Kovalchuk believes little has changed in the way he plays, how he goes about his business. The setting and the coach have made the difference.
“Like I’ve said a lot of times,’’ he said following the club’s morning workout at the Garden, “the coach and the teammates trust in me, put me in the right situations. And I try to do my best to help us keep fighting for the playoff spot.’’
Read: Trust in LA was in short supply. As for right situations, he was an ill fit as a third- and sometimes fourth-line winger.
Had he not headed back to Russia and the KHL’sSt. Petersburg in the summer of 2013 at age 30, Kovalchuk today likely would have another 400-plus games on his NHL resume. Given his career scoring rate, he likely would have some 650 career goals, within shouting distance of fellow Russian winger Alexander Ovechkin, now on the cusp of becoming only the eighth NHLer with 700.
“Time is just a number,’’ offered Kovalchuk, asked to contrast his scoring today, for its technique, compared with his earlier years. “It’s all in how you care for yourself, how you treat your body. Now with all the new recovery stuff, you can play way longer than guys used to . . . so you just have to take care of your body. And yeah, if I have a chance to score, I try to put it in.’’
The NHL’s Feb. 24 trade deadline will be here in the blink of a Kovy 12-foot snipe. The Bruins could have made good use of Kovalchuk, this Kovalchuk, the one who is motivated and excited, the one who counts three game-winners among his six goals since pulling on the CH sweater. No one, including the Habs, truly knew what to make of him or how he would perform going forward based on how sour everything went in his season-plus with the Kings. The Habs took a shot, and got rewarded.

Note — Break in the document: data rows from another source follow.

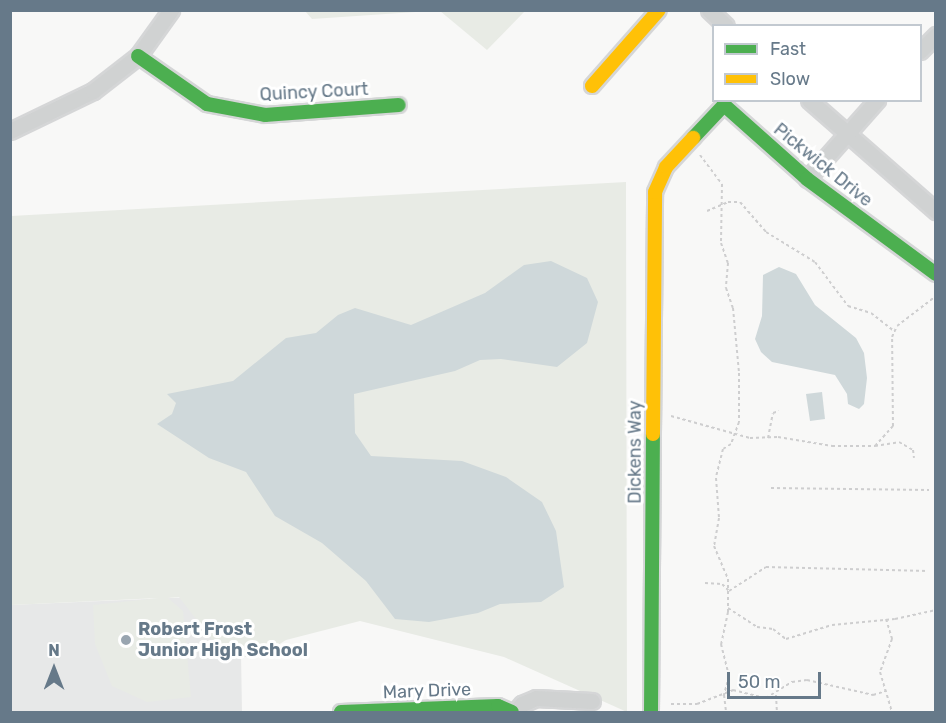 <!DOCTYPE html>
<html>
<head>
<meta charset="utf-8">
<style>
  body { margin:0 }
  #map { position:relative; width:946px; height:723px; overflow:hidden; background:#f8f8f7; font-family:Rubik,sans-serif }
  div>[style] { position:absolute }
  .built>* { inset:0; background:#e7e8e8 }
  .green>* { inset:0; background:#e8ebe5 }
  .water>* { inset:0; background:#cfd8da }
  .path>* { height:2px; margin-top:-1px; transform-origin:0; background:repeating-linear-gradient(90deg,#cececf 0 3px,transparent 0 6px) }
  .roads { filter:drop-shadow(2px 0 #d5d6d7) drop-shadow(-2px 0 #d5d6d7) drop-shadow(0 2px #d5d6d7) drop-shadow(0 -2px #d5d6d7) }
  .street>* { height:15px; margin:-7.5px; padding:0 7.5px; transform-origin:7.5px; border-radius:7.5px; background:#d0d2d2 }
  .fast>* { height:14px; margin:-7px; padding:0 7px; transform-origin:7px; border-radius:7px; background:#4caf50 }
  .slow>* { height:14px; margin:-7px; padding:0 7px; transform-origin:7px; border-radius:7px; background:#ffc107 }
  .dots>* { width:16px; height:16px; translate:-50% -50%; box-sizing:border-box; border:3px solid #fff; border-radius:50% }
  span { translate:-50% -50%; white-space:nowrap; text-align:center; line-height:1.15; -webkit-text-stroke:6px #fff; paint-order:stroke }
  .street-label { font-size:18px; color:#667989 }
  .poi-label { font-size:18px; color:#667989; font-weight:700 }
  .left { translate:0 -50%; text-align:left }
  .frame { position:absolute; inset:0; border:12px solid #667989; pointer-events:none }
  .legend { position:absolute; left:712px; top:24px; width:210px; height:78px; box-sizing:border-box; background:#fff; border:2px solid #c2c9d0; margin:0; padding:8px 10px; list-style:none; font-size:18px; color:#667989 }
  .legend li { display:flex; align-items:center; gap:12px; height:30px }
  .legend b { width:30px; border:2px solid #c2c9d0 }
  .north { position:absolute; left:24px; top:639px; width:60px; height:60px; -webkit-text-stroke:4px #fff; paint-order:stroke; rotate:0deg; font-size:16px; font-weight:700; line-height:24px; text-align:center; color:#667989 }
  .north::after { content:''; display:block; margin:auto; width:21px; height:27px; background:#667989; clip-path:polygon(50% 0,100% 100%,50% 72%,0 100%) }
  .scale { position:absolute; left:727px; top:672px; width:94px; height:27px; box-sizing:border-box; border:3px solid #667989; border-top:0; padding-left:8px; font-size:18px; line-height:21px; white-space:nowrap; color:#667989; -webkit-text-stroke:4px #fff; paint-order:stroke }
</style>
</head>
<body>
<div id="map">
  <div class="built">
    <i style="clip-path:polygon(240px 595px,242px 712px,11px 712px,10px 605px)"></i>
  </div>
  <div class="green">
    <i style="clip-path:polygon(305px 11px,430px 11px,312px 19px)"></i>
    <i style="clip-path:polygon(440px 11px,525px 11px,487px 50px)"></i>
    <i style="clip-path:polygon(626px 182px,627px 712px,504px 657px,360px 621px,286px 640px,262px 655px,227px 659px,179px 597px,168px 598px,183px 611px,191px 697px,147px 702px,112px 686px,95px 644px,93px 605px,159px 598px,11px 605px,11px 216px)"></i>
  </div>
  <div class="water">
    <i style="clip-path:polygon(551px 261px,587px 278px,598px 302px,587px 343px,557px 367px,501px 359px,480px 360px,455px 371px,354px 394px,355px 433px,371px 456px,462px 461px,506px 477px,542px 502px,556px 531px,564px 587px,541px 602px,500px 604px,478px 613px,429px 622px,395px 619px,366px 581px,322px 543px,275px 516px,246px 472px,209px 458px,157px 424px,172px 414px,176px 403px,167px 394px,233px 381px,286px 338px,316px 333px,338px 315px,355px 308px,411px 325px,485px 293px,524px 265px)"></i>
    <i style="clip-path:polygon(779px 267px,796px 274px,815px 305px,856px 338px,864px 353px,867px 378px,864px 404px,859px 409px,848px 404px,847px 394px,835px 375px,772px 362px,761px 352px,755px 339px,762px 316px,763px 275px)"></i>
    <i style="clip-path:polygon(822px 392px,825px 419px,810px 421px,806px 394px)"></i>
  </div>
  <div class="path">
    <i style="left:700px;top:155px;width:36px;rotate:53deg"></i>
    <i style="left:722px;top:184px;width:59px;rotate:91deg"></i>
    <i style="left:721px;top:243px;width:21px;rotate:71deg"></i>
    <i style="left:728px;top:263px;width:25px;rotate:95deg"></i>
    <i style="left:726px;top:288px;width:21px;rotate:71deg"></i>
    <i style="left:733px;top:308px;width:65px;rotate:84.7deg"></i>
    <i style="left:739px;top:373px;width:49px;rotate:90deg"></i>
    <i style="left:739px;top:422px;width:23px;rotate:110deg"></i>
    <i style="left:731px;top:444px;width:9px;rotate:148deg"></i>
    <i style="left:723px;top:449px;width:30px;rotate:104deg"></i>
    <i style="left:716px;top:478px;width:40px;rotate:85.7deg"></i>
    <i style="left:719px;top:518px;width:28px;rotate:100deg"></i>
    <i style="left:714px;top:546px;width:36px;rotate:67deg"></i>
    <i style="left:728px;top:579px;width:33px;rotate:90deg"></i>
    <i style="left:728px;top:612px;width:33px;rotate:102deg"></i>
    <i style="left:721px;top:644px;width:33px;rotate:76deg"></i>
    <i style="left:729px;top:676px;width:20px;rotate:105deg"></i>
    <i style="left:724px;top:695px;width:17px;rotate:83deg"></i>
    <i style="left:707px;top:211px;width:23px;rotate:-23deg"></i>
    <i style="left:728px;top:202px;width:12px"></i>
    <i style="left:740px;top:202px;width:40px;rotate:49deg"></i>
    <i style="left:766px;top:232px;width:57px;rotate:31.5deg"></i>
    <i style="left:815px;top:262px;width:55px;rotate:53.1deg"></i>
    <i style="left:848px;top:306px;width:24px;rotate:17deg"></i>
    <i style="left:871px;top:313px;width:29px;rotate:38deg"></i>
    <i style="left:671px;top:416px;width:82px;rotate:15.6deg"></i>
    <i style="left:750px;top:438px;width:28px;rotate:-2deg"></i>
    <i style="left:778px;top:437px;width:55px;rotate:9.5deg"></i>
    <i style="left:832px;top:446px;width:43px"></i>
    <i style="left:875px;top:446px;width:27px;rotate:-48deg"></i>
    <i style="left:893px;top:426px;width:89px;rotate:-90.6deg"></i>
    <i style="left:892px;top:337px;width:12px;rotate:-66deg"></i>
    <i style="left:897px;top:326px;width:49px;rotate:-37.6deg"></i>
    <i style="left:768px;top:438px;width:25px;rotate:-79deg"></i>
    <i style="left:773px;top:413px;width:6px;rotate:-18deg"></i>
    <i style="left:875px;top:446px;width:24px;rotate:-9deg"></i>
    <i style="left:899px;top:442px;width:16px;rotate:30deg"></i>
    <i style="left:913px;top:450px;width:8px;rotate:83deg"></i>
    <i style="left:771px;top:488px;width:158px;rotate:0.7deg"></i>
    <i style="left:705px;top:583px;width:17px;rotate:3deg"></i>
    <i style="left:722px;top:584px;width:10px;rotate:45deg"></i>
    <i style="left:729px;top:591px;width:44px;rotate:-33deg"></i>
    <i style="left:766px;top:567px;width:162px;rotate:1.4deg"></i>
    <i style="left:728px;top:608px;width:35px;rotate:33deg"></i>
    <i style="left:757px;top:627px;width:16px;rotate:7deg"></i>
    <i style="left:773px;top:629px;width:16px;rotate:38deg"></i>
    <i style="left:786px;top:639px;width:48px;rotate:-16.9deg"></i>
    <i style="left:832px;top:625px;width:63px;rotate:-5.4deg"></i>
    <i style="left:895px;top:619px;width:42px;rotate:-12.4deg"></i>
    <i style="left:886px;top:619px;width:21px;rotate:73deg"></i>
    <i style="left:892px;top:639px;width:35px;rotate:110deg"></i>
    <i style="left:880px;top:672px;width:42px;rotate:73.3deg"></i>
    <i style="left:776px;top:695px;width:17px;rotate:87deg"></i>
    <i style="left:671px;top:704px;width:26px"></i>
    <i style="left:697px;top:704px;width:39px;rotate:-21deg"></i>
    <i style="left:733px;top:690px;width:34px;rotate:14deg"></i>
    <i style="left:766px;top:698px;width:31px;rotate:-32deg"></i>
    <i style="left:792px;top:682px;width:15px;rotate:-8deg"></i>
    <i style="left:807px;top:680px;width:68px;rotate:12.8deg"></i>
    <i style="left:873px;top:695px;width:14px;rotate:-17deg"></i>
  </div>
  <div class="roads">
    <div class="street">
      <i style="left:709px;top:10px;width:23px;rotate:43deg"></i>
      <i style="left:920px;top:51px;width:23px;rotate:-45deg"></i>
      <i style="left:809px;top:100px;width:169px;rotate:41.2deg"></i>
      <i style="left:10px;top:131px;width:92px;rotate:-25.7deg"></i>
      <i style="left:93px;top:91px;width:57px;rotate:-37.9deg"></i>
      <i style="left:138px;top:56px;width:57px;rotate:-54.3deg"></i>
      <i style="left:807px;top:179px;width:106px;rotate:-48.5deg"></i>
      <i style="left:515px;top:712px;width:11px;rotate:-49deg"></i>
      <i style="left:522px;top:704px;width:15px;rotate:-23deg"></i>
      <i style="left:536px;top:698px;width:56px;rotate:3.1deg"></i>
    </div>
    <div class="fast">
      <i style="left:138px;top:56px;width:84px;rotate:34.8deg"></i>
      <i style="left:207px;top:104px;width:59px;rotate:10.7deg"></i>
      <i style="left:265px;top:115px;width:134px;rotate:-4.3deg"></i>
      <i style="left:693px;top:138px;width:45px;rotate:-46.8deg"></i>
      <i style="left:724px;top:105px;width:111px;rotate:41.7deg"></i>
      <i style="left:807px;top:179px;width:160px;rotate:36.4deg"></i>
      <i style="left:341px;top:712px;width:157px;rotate:-2.2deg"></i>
      <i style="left:498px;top:706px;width:15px;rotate:23deg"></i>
      <i style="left:651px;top:712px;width:278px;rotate:-89.6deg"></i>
    </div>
    <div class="slow">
      <i style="left:592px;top:86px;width:101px;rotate:-48.6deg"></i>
      <i style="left:653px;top:434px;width:242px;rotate:-89.5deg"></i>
      <i style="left:655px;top:192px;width:27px;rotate:-66deg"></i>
      <i style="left:666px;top:167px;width:40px;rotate:-47deg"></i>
    </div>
  </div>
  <div class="dots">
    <i style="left:126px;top:640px;background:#99a5b0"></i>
  </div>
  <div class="street-label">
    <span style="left:314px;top:92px;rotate:-3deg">Quincy Court</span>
    <span style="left:823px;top:165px;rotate:39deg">Pickwick Drive</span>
    <span style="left:635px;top:452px;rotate:-90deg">Dickens Way</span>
    <span style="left:427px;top:691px;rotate:-2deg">Mary Drive</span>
  </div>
  <div class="poi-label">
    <span class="left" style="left:138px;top:640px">Robert Frost<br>Junior High School</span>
  </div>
  <div class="frame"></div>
  <ul class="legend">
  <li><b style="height:8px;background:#4caf50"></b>Fast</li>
  <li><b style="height:8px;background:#ffc107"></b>Slow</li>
  </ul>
  <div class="north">N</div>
  <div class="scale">50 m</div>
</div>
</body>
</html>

Many bodies, perhaps 30 or more, will be shuffled in and out of NHL rosters the next 8-10 days. Teams like the Bruins, with a reasonable shot at making a long Cup run, will surrender real treasure to pick up a player they believe can deliver, as Kovalchuk has, at a rate of 0.71 points a game. Legit scorers, as well as top four defensemen, traditionally are the most sought after categories.
The Bruins this time a year ago added Charlie Coyle and Marcus Johansson, both of whom turned into valuable playoff contributors.
In their brief run in the regular season, their output was pedestrian, Coyle delivering 6 points in 21 games, Johansson 3 points in 10 games. A combined scoring rate of .290 per game. Less than half a Kovy.
No risk taken. Nor reward given. Nothing underscores that better than the trade deadline.
Good on the Habs, who these days can use all the good they can get.